- **EXERCISE REQUIREMENTS**
From the first line through the last, transcribe the listing word for word.

- **DATASET RECORDS**
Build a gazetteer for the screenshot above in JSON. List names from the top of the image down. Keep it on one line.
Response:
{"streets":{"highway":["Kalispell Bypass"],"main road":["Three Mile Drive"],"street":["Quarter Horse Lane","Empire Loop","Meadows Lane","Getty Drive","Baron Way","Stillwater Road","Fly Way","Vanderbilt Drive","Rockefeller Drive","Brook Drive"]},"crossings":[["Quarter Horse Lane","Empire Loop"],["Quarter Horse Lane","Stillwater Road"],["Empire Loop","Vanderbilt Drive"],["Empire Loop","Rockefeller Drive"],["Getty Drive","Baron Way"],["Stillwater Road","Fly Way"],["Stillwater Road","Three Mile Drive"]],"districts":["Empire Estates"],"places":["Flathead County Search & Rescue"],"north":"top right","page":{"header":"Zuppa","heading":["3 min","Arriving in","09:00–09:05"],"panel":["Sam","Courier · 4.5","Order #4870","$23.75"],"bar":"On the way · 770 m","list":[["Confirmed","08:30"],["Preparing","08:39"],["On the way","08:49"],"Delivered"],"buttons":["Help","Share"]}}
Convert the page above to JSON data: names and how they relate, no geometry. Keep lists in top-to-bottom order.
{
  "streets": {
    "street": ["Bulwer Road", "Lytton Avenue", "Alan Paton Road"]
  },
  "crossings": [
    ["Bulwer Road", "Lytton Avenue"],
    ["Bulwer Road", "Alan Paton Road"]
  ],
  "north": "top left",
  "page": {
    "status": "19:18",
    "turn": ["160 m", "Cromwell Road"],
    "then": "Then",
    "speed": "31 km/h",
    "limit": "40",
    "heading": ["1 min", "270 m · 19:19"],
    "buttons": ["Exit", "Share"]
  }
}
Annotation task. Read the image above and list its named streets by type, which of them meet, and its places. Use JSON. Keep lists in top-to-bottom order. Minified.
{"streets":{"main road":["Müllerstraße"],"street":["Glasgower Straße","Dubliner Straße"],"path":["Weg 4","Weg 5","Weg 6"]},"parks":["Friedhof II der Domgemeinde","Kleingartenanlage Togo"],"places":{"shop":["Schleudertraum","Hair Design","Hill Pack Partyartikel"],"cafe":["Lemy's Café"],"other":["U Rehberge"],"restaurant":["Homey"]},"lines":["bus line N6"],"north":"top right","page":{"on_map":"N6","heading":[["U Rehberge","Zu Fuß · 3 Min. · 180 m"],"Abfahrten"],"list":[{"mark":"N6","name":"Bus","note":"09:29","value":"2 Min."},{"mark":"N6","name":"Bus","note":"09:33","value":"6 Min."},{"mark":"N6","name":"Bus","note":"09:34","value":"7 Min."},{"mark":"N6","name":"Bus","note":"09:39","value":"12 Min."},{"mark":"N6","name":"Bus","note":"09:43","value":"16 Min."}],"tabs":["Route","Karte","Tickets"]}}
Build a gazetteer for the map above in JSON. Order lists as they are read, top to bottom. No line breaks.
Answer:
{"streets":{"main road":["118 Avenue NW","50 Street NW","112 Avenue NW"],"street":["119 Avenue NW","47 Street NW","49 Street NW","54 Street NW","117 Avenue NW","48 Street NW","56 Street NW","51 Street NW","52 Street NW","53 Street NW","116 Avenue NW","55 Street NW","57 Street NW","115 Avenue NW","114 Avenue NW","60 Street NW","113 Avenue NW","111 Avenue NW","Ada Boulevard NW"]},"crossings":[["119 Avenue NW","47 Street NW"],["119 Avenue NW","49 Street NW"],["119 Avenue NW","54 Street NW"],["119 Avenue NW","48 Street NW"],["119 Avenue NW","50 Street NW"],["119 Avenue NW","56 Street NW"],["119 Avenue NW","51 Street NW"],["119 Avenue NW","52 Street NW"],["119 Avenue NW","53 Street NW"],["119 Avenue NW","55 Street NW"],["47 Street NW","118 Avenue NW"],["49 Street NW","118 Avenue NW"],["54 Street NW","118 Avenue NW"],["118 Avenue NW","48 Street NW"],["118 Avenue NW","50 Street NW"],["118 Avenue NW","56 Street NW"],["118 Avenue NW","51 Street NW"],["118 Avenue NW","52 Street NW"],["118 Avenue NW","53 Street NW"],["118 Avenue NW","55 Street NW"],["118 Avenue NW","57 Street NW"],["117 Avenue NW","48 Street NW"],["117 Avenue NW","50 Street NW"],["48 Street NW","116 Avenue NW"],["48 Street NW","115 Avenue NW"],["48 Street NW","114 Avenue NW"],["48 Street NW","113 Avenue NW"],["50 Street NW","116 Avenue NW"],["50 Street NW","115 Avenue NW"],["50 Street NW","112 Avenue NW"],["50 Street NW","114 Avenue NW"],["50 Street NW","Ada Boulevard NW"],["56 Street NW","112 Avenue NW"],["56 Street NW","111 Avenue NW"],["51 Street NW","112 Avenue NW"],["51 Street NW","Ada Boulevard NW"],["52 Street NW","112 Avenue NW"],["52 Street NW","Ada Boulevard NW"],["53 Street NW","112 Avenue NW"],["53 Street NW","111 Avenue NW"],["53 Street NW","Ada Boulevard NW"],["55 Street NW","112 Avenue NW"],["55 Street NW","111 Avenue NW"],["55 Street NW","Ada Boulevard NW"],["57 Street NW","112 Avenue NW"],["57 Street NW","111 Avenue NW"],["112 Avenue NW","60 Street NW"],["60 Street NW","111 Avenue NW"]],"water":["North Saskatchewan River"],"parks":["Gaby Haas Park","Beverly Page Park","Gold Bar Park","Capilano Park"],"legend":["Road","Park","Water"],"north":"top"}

- **OUTPUT OF THE TASK**
Build a gazetteer for the screenshot above in JSON. List names from the top of the image down. Keep it on one line.
Response:
{"streets":{"highway":["Kalispell Bypass"],"main road":["Three Mile Drive"],"street":["Quarter Horse Lane","Empire Loop","Meadows Lane","Getty Drive","Baron Way","Stillwater Road","Fly Way","Vanderbilt Drive","Rockefeller Drive","Brook Drive"]},"crossings":[["Quarter Horse Lane","Empire Loop"],["Quarter Horse Lane","Stillwater Road"],["Empire Loop","Vanderbilt Drive"],["Empire Loop","Rockefeller Drive"],["Getty Drive","Baron Way"],["Stillwater Road","Fly Way"],["Stillwater Road","Three Mile Drive"]],"districts":["Empire Estates"],"places":["Flathead County Search & Rescue"],"north":"top right","page":{"header":"Zuppa","heading":["3 min","Arriving in","09:00–09:05"],"panel":["Sam","Courier · 4.5","Order #4870","$23.75"],"bar":"On the way · 770 m","list":[["Confirmed","08:30"],["Preparing","08:39"],["On the way","08:49"],"Delivered"],"buttons":["Help","Share"]}}
Convert the page above to JSON data: names and how they relate, no geometry. Keep lists in top-to-bottom order.
{
  "streets": {
    "street": ["Bulwer Road", "Lytton Avenue", "Alan Paton Road"]
  },
  "crossings": [
    ["Bulwer Road", "Lytton Avenue"],
    ["Bulwer Road", "Alan Paton Road"]
  ],
  "north": "top left",
  "page": {
    "status": "19:18",
    "turn": ["160 m", "Cromwell Road"],
    "then": "Then",
    "speed": "31 km/h",
    "limit": "40",
    "heading": ["1 min", "270 m · 19:19"],
    "buttons": ["Exit", "Share"]
  }
}
Annotation task. Read the image above and list its named streets by type, which of them meet, and its places. Use JSON. Keep lists in top-to-bottom order. Minified.
{"streets":{"main road":["Müllerstraße"],"street":["Glasgower Straße","Dubliner Straße"],"path":["Weg 4","Weg 5","Weg 6"]},"parks":["Friedhof II der Domgemeinde","Kleingartenanlage Togo"],"places":{"shop":["Schleudertraum","Hair Design","Hill Pack Partyartikel"],"cafe":["Lemy's Café"],"other":["U Rehberge"],"restaurant":["Homey"]},"lines":["bus line N6"],"north":"top right","page":{"on_map":"N6","heading":[["U Rehberge","Zu Fuß · 3 Min. · 180 m"],"Abfahrten"],"list":[{"mark":"N6","name":"Bus","note":"09:29","value":"2 Min."},{"mark":"N6","name":"Bus","note":"09:33","value":"6 Min."},{"mark":"N6","name":"Bus","note":"09:34","value":"7 Min."},{"mark":"N6","name":"Bus","note":"09:39","value":"12 Min."},{"mark":"N6","name":"Bus","note":"09:43","value":"16 Min."}],"tabs":["Route","Karte","Tickets"]}}
Build a gazetteer for the map above in JSON. Order lists as they are read, top to bottom. No line breaks.
Answer:
{"streets":{"main road":["118 Avenue NW","50 Street NW","112 Avenue NW"],"street":["119 Avenue NW","47 Street NW","49 Street NW","54 Street NW","117 Avenue NW","48 Street NW","56 Street NW","51 Street NW","52 Street NW","53 Street NW","116 Avenue NW","55 Street NW","57 Street NW","115 Avenue NW","114 Avenue NW","60 Street NW","113 Avenue NW","111 Avenue NW","Ada Boulevard NW"]},"crossings":[["119 Avenue NW","47 Street NW"],["119 Avenue NW","49 Street NW"],["119 Avenue NW","54 Street NW"],["119 Avenue NW","48 Street NW"],["119 Avenue NW","50 Street NW"],["119 Avenue NW","56 Street NW"],["119 Avenue NW","51 Street NW"],["119 Avenue NW","52 Street NW"],["119 Avenue NW","53 Street NW"],["119 Avenue NW","55 Street NW"],["47 Street NW","118 Avenue NW"],["49 Street NW","118 Avenue NW"],["54 Street NW","118 Avenue NW"],["118 Avenue NW","48 Street NW"],["118 Avenue NW","50 Street NW"],["118 Avenue NW","56 Street NW"],["118 Avenue NW","51 Street NW"],["118 Avenue NW","52 Street NW"],["118 Avenue NW","53 Street NW"],["118 Avenue NW","55 Street NW"],["118 Avenue NW","57 Street NW"],["117 Avenue NW","48 Street NW"],["117 Avenue NW","50 Street NW"],["48 Street NW","116 Avenue NW"],["48 Street NW","115 Avenue NW"],["48 Street NW","114 Avenue NW"],["48 Street NW","113 Avenue NW"],["50 Street NW","116 Avenue NW"],["50 Street NW","115 Avenue NW"],["50 Street NW","112 Avenue NW"],["50 Street NW","114 Avenue NW"],["50 Street NW","Ada Boulevard NW"],["56 Street NW","112 Avenue NW"],["56 Street NW","111 Avenue NW"],["51 Street NW","112 Avenue NW"],["51 Street NW","Ada Boulevard NW"],["52 Street NW","112 Avenue NW"],["52 Street NW","Ada Boulevard NW"],["53 Street NW","112 Avenue NW"],["53 Street NW","111 Avenue NW"],["53 Street NW","Ada Boulevard NW"],["55 Street NW","112 Avenue NW"],["55 Street NW","111 Avenue NW"],["55 Street NW","Ada Boulevard NW"],["57 Street NW","112 Avenue NW"],["57 Street NW","111 Avenue NW"],["112 Avenue NW","60 Street NW"],["60 Street NW","111 Avenue NW"]],"water":["North Saskatchewan River"],"parks":["Gaby Haas Park","Beverly Page Park","Gold Bar Park","Capilano Park"],"legend":["Road","Park","Water"],"north":"top"}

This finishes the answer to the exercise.